Criostatos de ciclo cerrado
Hay tipos diferentes de criostatos, la diferencia radica en el refrigerador criogénico que se utilice. Cuando se emplean ciclos térmicos por bombeo de gases, como el gas de helio, se llaman criostatos de ciclo cerrado. En cambio si se emplean fluidos criogénicos del tipo Helio líquido o nitrógeno líquido se les llama de ciclo abierto o flujo continuo,[2] también existen los criostatos de baño y los de varias etapas
Los criostatos de ciclo cerrado consisten en una cámara a través de la cual se bombea vapor de helio frío. Un refrigerador mecánico externo extrae el vapor de escape de helio más caliente, que se enfría y recicla. Los criostatos de ciclo cerrado consumen una cantidad relativamente grande de energía eléctrica, pero no necesitan rellenarse con helio y pueden funcionar de forma continua durante un período indefinido. Los objetos se pueden enfriar sujetándolos a una placa fría metálica dentro de una cámara de vacío que está en contacto térmico con la cámara de vapor de helio.
Criostatos de flujo continuo
Los criostatos de flujo continuo se enfrían mediante criógenos líquidos (generalmente helio o nitrógeno líquido) de un depósito de almacenamiento. A medida que el criógeno hierve dentro del criostato, se repone continuamente mediante un flujo constante del reservorio. El control de temperatura de la muestra dentro del criostato se realiza típicamente controlando el caudal de criógeno en el criostato junto con un cable calefactor conectado a un circuito de control de temperatura PID. El período de tiempo durante el cual se puede mantener el enfriamiento depende del volumen de criógeno disponible.

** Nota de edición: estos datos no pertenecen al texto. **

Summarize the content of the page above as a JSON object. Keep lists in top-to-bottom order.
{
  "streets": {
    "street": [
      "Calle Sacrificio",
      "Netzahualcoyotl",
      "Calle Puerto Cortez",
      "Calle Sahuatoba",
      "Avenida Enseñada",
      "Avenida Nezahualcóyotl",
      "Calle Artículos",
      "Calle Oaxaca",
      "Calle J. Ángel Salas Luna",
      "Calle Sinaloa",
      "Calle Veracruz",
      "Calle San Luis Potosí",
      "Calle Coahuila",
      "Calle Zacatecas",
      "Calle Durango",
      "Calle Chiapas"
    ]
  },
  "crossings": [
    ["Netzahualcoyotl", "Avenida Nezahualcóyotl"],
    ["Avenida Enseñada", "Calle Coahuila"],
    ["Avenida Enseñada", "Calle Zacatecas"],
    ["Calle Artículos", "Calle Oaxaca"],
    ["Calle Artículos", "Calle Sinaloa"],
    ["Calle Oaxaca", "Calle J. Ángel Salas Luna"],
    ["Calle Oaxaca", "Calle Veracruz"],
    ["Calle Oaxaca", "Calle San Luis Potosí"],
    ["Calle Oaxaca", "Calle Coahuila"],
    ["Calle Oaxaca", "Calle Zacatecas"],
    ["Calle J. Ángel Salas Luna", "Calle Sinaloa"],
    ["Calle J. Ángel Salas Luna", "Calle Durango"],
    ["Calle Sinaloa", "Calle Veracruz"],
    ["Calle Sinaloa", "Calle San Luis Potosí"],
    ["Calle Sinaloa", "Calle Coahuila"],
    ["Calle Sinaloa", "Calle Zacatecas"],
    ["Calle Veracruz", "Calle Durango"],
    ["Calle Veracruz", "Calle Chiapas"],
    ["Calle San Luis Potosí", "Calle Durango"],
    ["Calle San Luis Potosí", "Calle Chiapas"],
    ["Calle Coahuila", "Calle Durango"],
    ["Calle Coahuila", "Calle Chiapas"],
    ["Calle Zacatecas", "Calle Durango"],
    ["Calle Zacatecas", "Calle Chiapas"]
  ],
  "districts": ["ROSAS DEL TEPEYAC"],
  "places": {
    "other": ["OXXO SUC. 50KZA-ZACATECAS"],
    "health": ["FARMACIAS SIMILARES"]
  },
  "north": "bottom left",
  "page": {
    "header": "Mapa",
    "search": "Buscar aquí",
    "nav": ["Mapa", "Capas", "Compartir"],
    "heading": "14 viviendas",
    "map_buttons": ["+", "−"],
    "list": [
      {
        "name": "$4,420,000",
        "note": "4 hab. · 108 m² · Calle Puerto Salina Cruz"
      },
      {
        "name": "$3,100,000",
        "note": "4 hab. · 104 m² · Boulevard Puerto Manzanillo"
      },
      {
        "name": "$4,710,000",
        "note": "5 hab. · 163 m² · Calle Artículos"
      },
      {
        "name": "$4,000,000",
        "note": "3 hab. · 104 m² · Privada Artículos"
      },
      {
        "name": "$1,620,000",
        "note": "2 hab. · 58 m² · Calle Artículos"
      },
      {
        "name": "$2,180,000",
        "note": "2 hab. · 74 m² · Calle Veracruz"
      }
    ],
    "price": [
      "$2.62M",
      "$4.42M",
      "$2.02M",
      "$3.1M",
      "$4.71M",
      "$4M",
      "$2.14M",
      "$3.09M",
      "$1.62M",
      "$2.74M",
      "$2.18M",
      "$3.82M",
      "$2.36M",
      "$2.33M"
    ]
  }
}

Debido a la escasez de helio líquido, algunos laboratorios tienen instalaciones para capturar y recuperar el helio que se escapa del criostato, aunque estas instalaciones también son costosas de operar.
Criostatos de baño
Los criostatos de baño son similares en construcción a los matraces de vacío llenos de helio líquido. Se coloca una placa fría en contacto térmico con el baño de helio líquido. El helio líquido se puede reponer a medida que se evapora, a intervalos de unas pocas horas a varios meses, según el volumen y la construcción del criostato. La tasa de ebullición se minimiza protegiendo el baño con vapor de helio frío o con una pantalla de vacío con paredes construidas con un material superaislante térmico. El vapor de helio que se evapora del baño enfría de manera muy eficaz los escudos térmicos alrededor del exterior del baño. En los diseños más antiguos, puede haber un baño de nitrógeno líquido adicional o varias capas concéntricas de blindaje, con temperaturas que aumentan gradualmente. Sin embargo, la invención de materiales súper aislantes ha hecho obsoleta esta tecnología.
Criostatos de multietapa
Para lograr una temperatura más baja que la del helio líquido, se pueden agregar etapas más frías al criostato. Se pueden alcanzar temperaturas de hasta 1 K conectando la placa fría a una olla de 1 K, que es un recipiente de isótopo He-3 que está conectado a una bomba de vacío. Se pueden alcanzar temperaturas de hasta 1 mK empleando un refrigerador de dilución o un refrigerador de dilución en seco adicional a la etapa principal y la olla de 1K. Temperaturas inferiores a las que se pueden alcanzar mediante refrigeración magnética.[3]